### Provided material
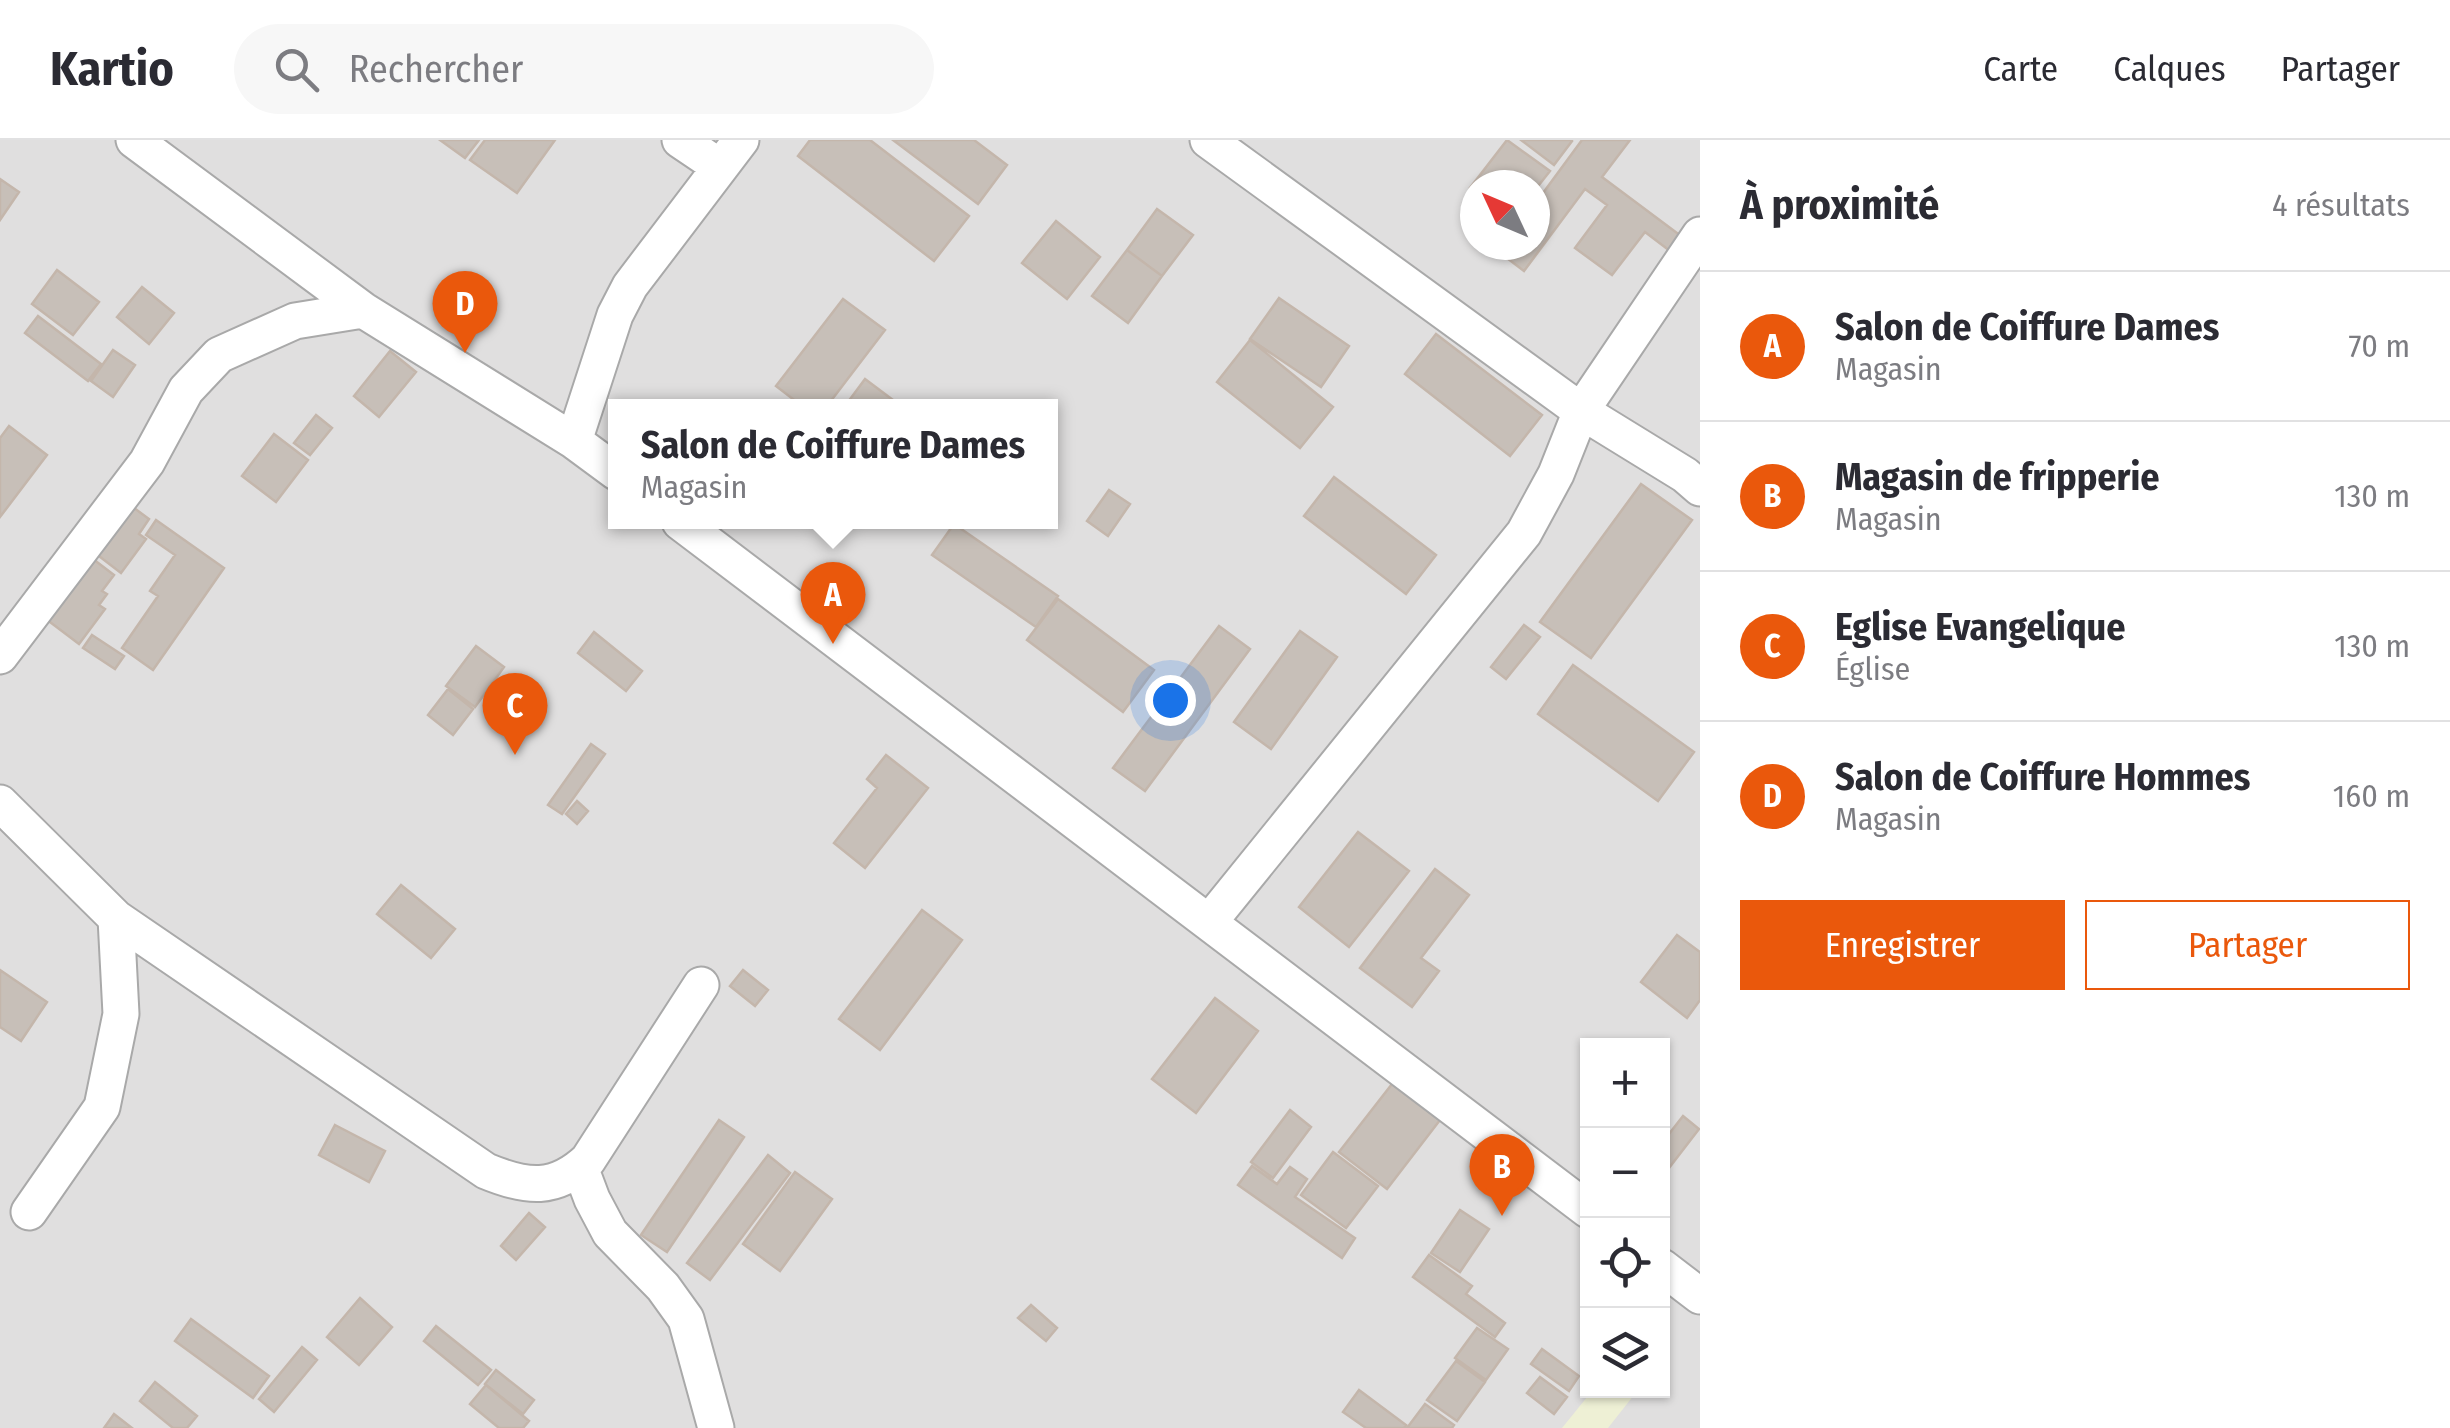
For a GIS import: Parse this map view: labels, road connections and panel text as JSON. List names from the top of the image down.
{
  "north": "top left",
  "page": {
    "header": "Kartio",
    "search": "Rechercher",
    "nav": ["Carte", "Calques", "Partager"],
    "heading": ["À proximité", "4 résultats"],
    "list": [
      {
        "mark": "A",
        "name": "Salon de Coiffure Dames",
        "note": "Magasin",
        "value": "70 m"
      },
      {
        "mark": "B",
        "name": "Magasin de fripperie",
        "note": "Magasin",
        "value": "130 m"
      },
      {
        "mark": "C",
        "name": "Eglise Evangelique",
        "note": "Église",
        "value": "130 m"
      },
      {
        "mark": "D",
        "name": "Salon de Coiffure Hommes",
        "note": "Magasin",
        "value": "160 m"
      }
    ],
    "pins": [
      "D",
      "A",
      "C",
      "B"
    ],
    "popup": ["Salon de Coiffure Dames", "Magasin"],
    "buttons": ["Enregistrer", "Partager"],
    "map_buttons": ["+", "−"]
  }
}
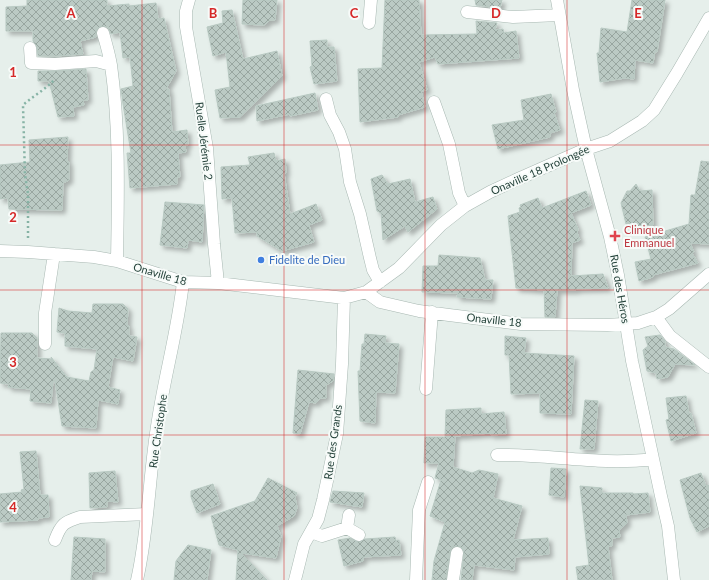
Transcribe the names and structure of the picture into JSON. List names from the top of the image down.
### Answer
{
  "streets": {
    "street": [
      "Ruelle Jérémie 2",
      "Onaville 18 Prolongée",
      "Onaville 18",
      "Rue des Héros",
      "Rue Christophe",
      "Rue des Grands"
    ]
  },
  "crossings": [
    ["Ruelle Jérémie 2", "Onaville 18"],
    ["Onaville 18 Prolongée", "Onaville 18"],
    ["Onaville 18 Prolongée", "Rue des Héros"],
    ["Onaville 18 Prolongée", "Rue des Grands"],
    ["Onaville 18", "Rue des Héros"],
    ["Onaville 18", "Rue Christophe"],
    ["Onaville 18", "Rue des Grands"]
  ],
  "places": {
    "health": ["Clinique Emmanuel"],
    "other": ["Fidelite de Dieu"]
  },
  "grid": {
    "columns": [
      "A",
      "B",
      "C",
      "D",
      "E"
    ],
    "rows": [
      "1",
      "2",
      "3",
      "4"
    ]
  }
}
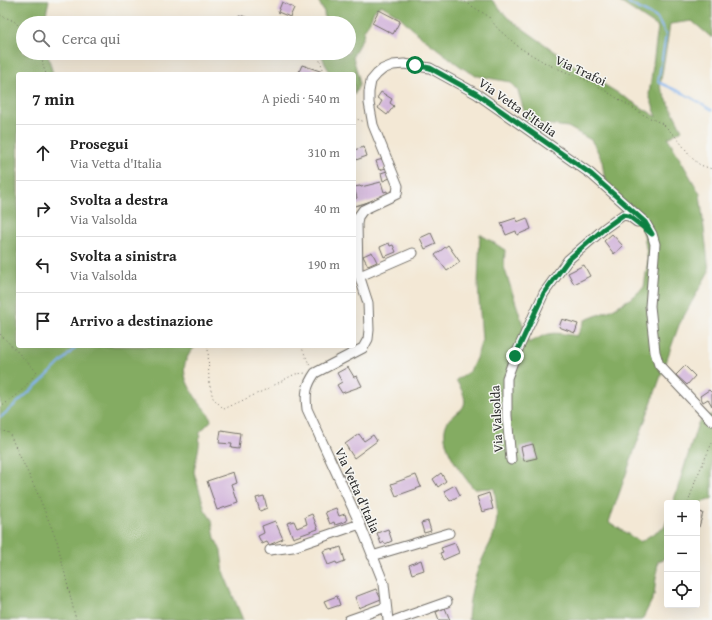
######
Work request - Among the lines above, find those that contain the word "Héros" and copy them.

The completed task -
      "Rue des Héros",
    ["Onaville 18 Prolongée", "Rue des Héros"],
    ["Onaville 18", "Rue des Héros"],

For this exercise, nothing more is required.